Mary Killen Mary Killen

Your Problems Solved | 11 January 2003

Etiquette advice from The Spectator's Miss Manners

issue 11 January 2003

Q. Friends of mine have parents who moved to this neck of the woods three years ago. The parents bought a property with a tiny garden and consequently very much wanted to find an allotment. An elderly lady living in a stately home nearby was dividing up her walled kitchen garden and gave them a plot within this. The allotment has been a great success but my friends’ parents are now faced with a dilemma. The elderly lady is moving to a dower house and would like the couple to leave their existing allotment and start another one in her new garden.
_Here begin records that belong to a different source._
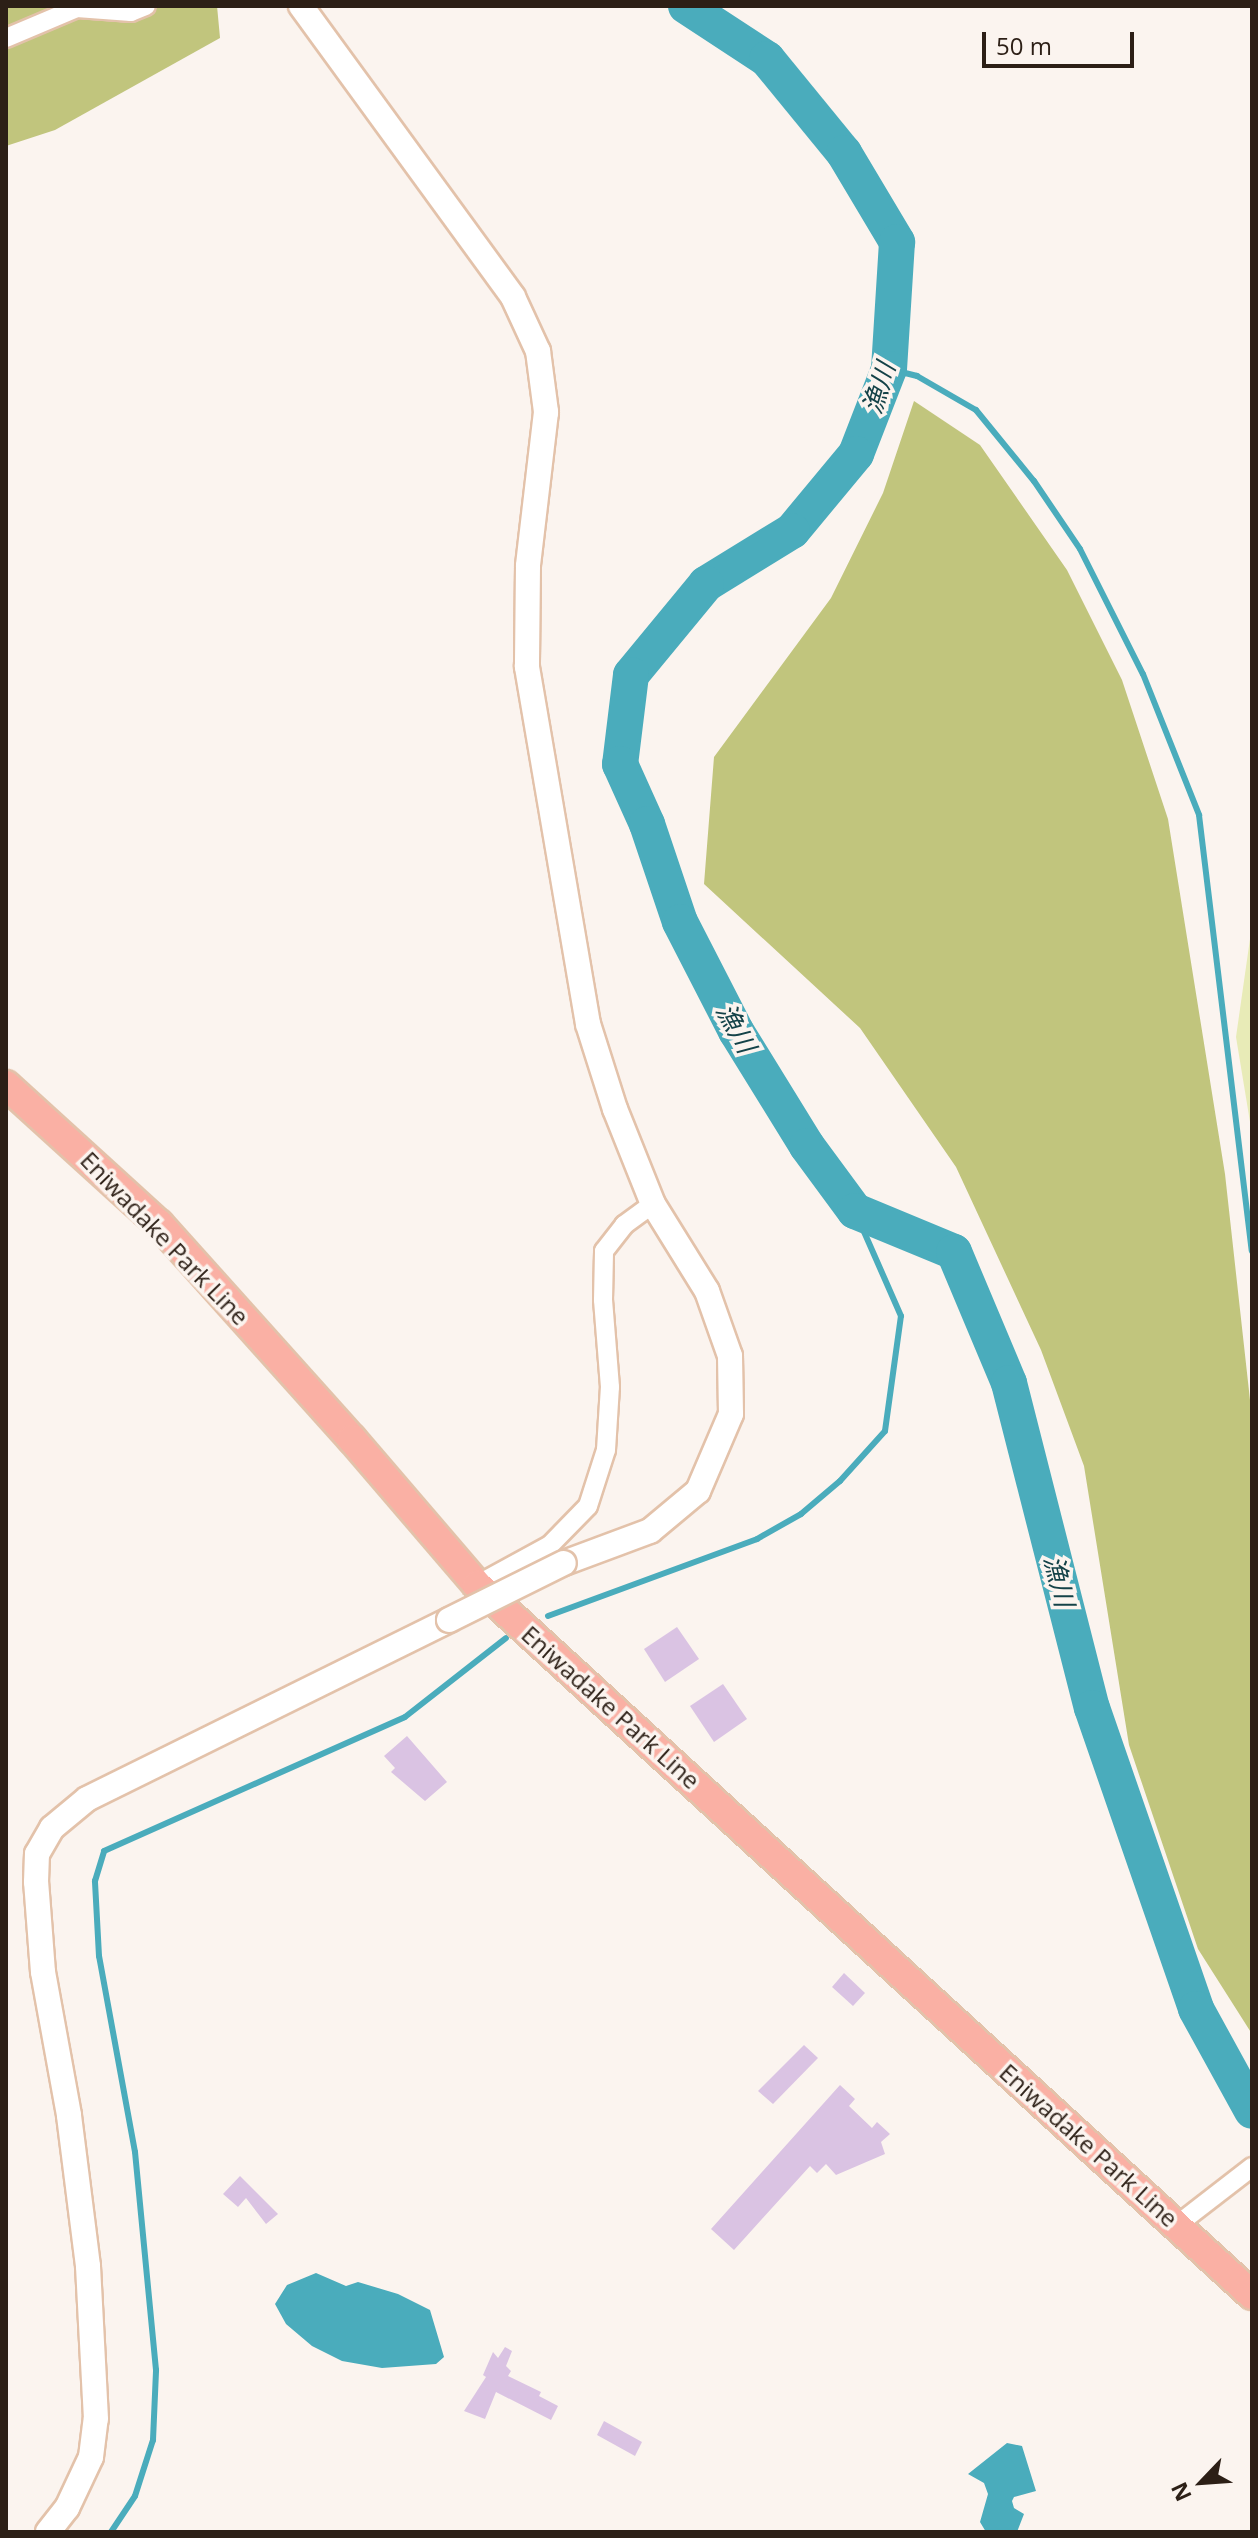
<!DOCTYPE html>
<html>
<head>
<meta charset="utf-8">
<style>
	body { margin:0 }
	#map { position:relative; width:1258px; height:2538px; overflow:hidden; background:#fbf4ef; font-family:"Open Sans","Noto Sans JP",sans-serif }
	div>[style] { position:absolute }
	.green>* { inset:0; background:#e8ebb7 }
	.forest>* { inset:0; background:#c1c57d }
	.water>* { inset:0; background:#4aacbc }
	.stream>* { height:6px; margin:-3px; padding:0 3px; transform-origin:3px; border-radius:3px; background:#4aacbc }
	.river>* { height:36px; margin:-18px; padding:0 18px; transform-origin:18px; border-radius:18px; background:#4aacbc }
	.building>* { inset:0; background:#dac3e3 }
	.roads { filter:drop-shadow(2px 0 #e3c2aa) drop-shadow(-2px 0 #e3c2aa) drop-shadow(0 2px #e3c2aa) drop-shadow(0 -2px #e3c2aa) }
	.street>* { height:18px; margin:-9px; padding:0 9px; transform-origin:9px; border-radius:9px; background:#fff }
	.secondary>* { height:24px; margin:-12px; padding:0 12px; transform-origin:12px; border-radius:12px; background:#fff }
	.primary>* { height:28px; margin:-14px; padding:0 14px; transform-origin:14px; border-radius:14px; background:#fab0a4 }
	.bridges { filter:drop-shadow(2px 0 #e3c2aa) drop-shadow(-2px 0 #e3c2aa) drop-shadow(0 2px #e3c2aa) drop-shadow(0 -2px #e3c2aa) }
	.secondary-bridge>* { height:24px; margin:-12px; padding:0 12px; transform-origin:12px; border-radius:12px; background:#fff }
	span { translate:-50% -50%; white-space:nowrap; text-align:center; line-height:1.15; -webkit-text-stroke:7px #fbf4ef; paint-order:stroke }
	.street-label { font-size:24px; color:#2c1f16 }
	.water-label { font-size:26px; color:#144248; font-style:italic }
	.frame { position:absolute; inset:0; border:8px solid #2c1f16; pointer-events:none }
	.north { position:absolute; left:1162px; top:2442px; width:80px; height:80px; -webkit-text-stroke:6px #fbf4ef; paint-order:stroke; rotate:245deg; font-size:22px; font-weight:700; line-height:32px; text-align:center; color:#2c1f16 }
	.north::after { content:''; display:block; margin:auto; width:28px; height:36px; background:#2c1f16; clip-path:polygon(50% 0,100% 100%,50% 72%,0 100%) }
	.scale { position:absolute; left:982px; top:32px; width:152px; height:36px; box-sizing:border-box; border:4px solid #2c1f16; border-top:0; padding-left:10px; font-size:24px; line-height:28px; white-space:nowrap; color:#2c1f16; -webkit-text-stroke:6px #fbf4ef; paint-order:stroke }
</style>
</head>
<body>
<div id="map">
	<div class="green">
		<i style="clip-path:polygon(1252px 925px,1252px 1134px,1236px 1037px)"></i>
	</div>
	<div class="forest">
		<i style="clip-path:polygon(6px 6px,217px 6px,220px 38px,55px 130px,6px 146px)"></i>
		<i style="clip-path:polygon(914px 401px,980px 445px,1067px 570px,1122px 680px,1168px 819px,1225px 1174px,1252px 1418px,1252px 2034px,1198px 1949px,1129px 1745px,1084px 1466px,1041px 1350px,956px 1167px,860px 1028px,704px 884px,714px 757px,831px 598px,883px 493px)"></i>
	</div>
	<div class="water">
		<i style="clip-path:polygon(316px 2273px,346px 2286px,358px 2282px,398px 2294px,430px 2310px,444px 2357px,436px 2364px,382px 2368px,342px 2361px,312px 2346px,286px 2324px,275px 2304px,287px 2285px)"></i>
		<i style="clip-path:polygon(1007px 2443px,1022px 2446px,1036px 2491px,1014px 2497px,1012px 2501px,1014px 2508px,1024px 2514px,1017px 2532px,986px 2532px,980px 2522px,988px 2494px,984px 2483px,968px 2474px)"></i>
	</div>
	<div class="stream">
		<i style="left:889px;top:369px;width:29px;rotate:14deg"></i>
		<i style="left:917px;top:376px;width:68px;rotate:30deg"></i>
		<i style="left:976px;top:410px;width:92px;rotate:50.8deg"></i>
		<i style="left:1034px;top:481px;width:82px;rotate:55.9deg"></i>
		<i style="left:1080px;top:549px;width:140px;rotate:63.3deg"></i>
		<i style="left:1143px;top:674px;width:152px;rotate:68.3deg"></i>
		<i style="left:1199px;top:815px;width:439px;rotate:83.1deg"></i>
		<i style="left:548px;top:1616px;width:223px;rotate:-20.2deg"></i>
		<i style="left:757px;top:1539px;width:51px;rotate:-29.6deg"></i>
		<i style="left:801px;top:1514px;width:51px;rotate:-40.2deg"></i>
		<i style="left:840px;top:1481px;width:67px;rotate:-48deg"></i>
		<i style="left:885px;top:1431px;width:116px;rotate:-82.1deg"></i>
		<i style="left:901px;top:1316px;width:115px;rotate:-113.7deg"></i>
		<i style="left:111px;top:2532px;width:43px;rotate:-56.3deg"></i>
		<i style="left:135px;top:2496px;width:59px;rotate:-72.2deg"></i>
		<i style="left:153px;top:2440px;width:70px;rotate:-87.5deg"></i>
		<i style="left:156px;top:2370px;width:219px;rotate:-95.5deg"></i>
		<i style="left:135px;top:2152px;width:199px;rotate:-100.4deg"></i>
		<i style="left:99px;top:1956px;width:75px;rotate:-93.1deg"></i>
		<i style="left:95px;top:1881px;width:31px;rotate:-73deg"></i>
		<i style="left:104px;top:1851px;width:329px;rotate:-24deg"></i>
		<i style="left:405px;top:1717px;width:128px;rotate:-38deg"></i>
	</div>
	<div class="river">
		<i style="left:686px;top:6px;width:97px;rotate:33.2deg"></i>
		<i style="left:767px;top:59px;width:122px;rotate:50.7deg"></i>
		<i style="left:844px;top:153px;width:104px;rotate:59.2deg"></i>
		<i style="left:897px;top:242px;width:127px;rotate:93.6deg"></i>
		<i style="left:889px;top:369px;width:91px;rotate:111.2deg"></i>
		<i style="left:856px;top:454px;width:100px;rotate:129.7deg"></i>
		<i style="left:792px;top:531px;width:101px;rotate:148.4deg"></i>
		<i style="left:706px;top:584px;width:118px;rotate:129.5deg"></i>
		<i style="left:631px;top:675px;width:90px;rotate:97deg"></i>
		<i style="left:620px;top:764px;width:66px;rotate:65.8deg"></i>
		<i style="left:647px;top:824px;width:103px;rotate:71.4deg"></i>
		<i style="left:680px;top:922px;width:123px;rotate:62.8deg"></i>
		<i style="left:736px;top:1031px;width:135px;rotate:58.3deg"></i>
		<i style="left:807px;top:1146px;width:81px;rotate:53.6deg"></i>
		<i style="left:855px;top:1211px;width:107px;rotate:22.5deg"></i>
		<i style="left:954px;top:1252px;width:142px;rotate:67.2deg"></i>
		<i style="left:1009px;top:1383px;width:335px;rotate:75.7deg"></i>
		<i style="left:1092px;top:1708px;width:318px;rotate:70.9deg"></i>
		<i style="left:1196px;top:2009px;width:116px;rotate:61.2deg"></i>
	</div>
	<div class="building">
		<i style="clip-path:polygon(677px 1627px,699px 1659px,665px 1682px,644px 1649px)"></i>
		<i style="clip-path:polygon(723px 1684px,747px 1719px,714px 1742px,690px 1706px)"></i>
		<i style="clip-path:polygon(407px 1736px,447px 1782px,425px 1801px,391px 1772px,395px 1768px,384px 1756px)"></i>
		<i style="clip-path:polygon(844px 1973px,865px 1993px,853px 2006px,832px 1987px)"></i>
		<i style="clip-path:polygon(804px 2045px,818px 2058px,773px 2104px,758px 2091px)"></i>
		<i style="clip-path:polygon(840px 2085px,855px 2099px,849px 2106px,872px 2128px,877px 2122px,890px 2134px,881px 2142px,885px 2154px,836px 2175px,826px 2164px,817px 2173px,810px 2166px,734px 2250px,711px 2229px)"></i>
		<i style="clip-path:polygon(240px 2176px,278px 2214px,266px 2224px,246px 2198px,238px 2207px,223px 2194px)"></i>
		<i style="clip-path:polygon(505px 2347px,512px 2351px,506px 2366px,511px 2371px,508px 2376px,541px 2392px,539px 2396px,558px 2406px,551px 2420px,496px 2392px,485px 2419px,464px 2411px,486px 2377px,483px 2375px,493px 2352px,498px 2358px)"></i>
		<i style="clip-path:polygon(604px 2421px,642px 2442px,635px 2456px,597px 2435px)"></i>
	</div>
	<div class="roads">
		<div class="street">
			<i style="left:6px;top:38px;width:77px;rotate:-22.9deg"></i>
			<i style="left:77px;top:8px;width:54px;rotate:4.2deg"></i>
			<i style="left:131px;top:12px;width:16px;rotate:-22deg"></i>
			<i style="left:477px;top:1585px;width:83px;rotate:-28.7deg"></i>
			<i style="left:550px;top:1545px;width:54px;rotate:-45.7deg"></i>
			<i style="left:588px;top:1506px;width:59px;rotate:-72.2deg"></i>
			<i style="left:606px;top:1450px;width:63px;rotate:-86.4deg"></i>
			<i style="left:610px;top:1387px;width:87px;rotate:-94.6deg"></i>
			<i style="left:603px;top:1300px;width:49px;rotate:-88.8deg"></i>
			<i style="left:604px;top:1251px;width:33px;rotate:-52deg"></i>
			<i style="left:624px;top:1225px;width:36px;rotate:-36deg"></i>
			<i style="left:1177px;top:2225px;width:95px;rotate:-37.7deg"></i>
		</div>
		<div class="secondary">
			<i style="left:301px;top:6px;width:360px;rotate:53.9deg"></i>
			<i style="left:513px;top:297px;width:60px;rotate:65.2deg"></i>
			<i style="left:538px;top:351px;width:62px;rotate:82.5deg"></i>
			<i style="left:546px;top:412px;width:155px;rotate:96.7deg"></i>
			<i style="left:528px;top:566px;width:101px;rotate:90.6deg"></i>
			<i style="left:527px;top:667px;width:362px;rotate:80.3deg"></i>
			<i style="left:588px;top:1024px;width:89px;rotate:72.4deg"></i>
			<i style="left:615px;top:1109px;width:102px;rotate:68.2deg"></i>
			<i style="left:653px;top:1204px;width:102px;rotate:58.2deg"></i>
			<i style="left:707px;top:1291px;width:69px;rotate:70.5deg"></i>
			<i style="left:730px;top:1356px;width:58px;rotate:89deg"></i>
			<i style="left:731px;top:1414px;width:84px;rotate:113.2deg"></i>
			<i style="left:698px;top:1491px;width:62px;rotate:140.2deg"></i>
			<i style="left:650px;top:1531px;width:92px;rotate:159.6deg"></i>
			<i style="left:48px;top:2532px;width:31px;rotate:-52deg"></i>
			<i style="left:67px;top:2508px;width:56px;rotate:-64.8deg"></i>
			<i style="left:91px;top:2457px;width:38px;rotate:-83deg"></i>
			<i style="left:96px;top:2419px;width:153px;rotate:-93deg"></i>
			<i style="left:88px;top:2266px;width:152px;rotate:-97.2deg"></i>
			<i style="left:69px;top:2115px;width:145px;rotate:-100.3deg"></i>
			<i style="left:43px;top:1972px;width:90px;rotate:-94.4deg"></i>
			<i style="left:36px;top:1882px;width:28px;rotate:-88deg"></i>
			<i style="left:37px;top:1854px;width:30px;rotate:-60deg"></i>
			<i style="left:52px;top:1828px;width:45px;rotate:-39.6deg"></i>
			<i style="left:87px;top:1799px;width:404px;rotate:-26.3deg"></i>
		</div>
		<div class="primary">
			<i style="left:6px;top:1085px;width:207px;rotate:42.3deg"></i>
			<i style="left:159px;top:1224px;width:289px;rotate:48.1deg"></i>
			<i style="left:352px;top:1439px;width:192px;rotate:49.4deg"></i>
			<i style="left:477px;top:1585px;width:1051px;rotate:42.49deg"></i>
		</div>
	</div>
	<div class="bridges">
		<div class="secondary-bridge">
			<i style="left:449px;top:1620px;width:128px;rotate:-26.4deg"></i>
		</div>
	</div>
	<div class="street-label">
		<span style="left:165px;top:1238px;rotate:46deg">Eniwadake Park Line</span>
		<span style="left:611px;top:1707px;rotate:42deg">Eniwadake Park Line</span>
		<span style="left:1089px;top:2145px;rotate:42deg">Eniwadake Park Line</span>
	</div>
	<div class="water-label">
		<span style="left:879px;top:388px;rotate:-73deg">漁川</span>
		<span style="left:736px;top:1028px;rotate:61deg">漁川</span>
		<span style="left:1059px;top:1581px;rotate:76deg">漁川</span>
	</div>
	<div class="frame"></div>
	<div class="north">N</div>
	<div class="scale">50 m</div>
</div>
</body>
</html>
Meanwhile, the son and daughter-in-law who have moved into the big house are also very keen on the couple and want them to stay on in the walled garden. On the one hand, as any gardener will understand, the couple have an emotional attachment to the existing allotment. On the other, they also feel a loyalty towards the elderly lady. More to the point, they secretly fear that as the years roll on ‘presenteeism’ may result in their doing more caring than gardening. What should they do, Mary?
Name and address withheld

A. A secret snobbery can be detected over the matter of whether the allotment is attached to a stately home or a dower house. Equally, there is a worry about performing small acts of kindness in the future which might bear the faint whiff of domestic service. Were the couple not English, these problems would not arise. Snobbery is the reason why English students lose out on the opportunities offered by the magnificent charity Homeshare. Homeshare finds young able-bodied people to live free of charge in the central London houses of elderly people in exchange for only ten hours help per week, but has to fill the often sumptuous dwellings with travellers and students from Slovakia, South Africa, Australia and the like.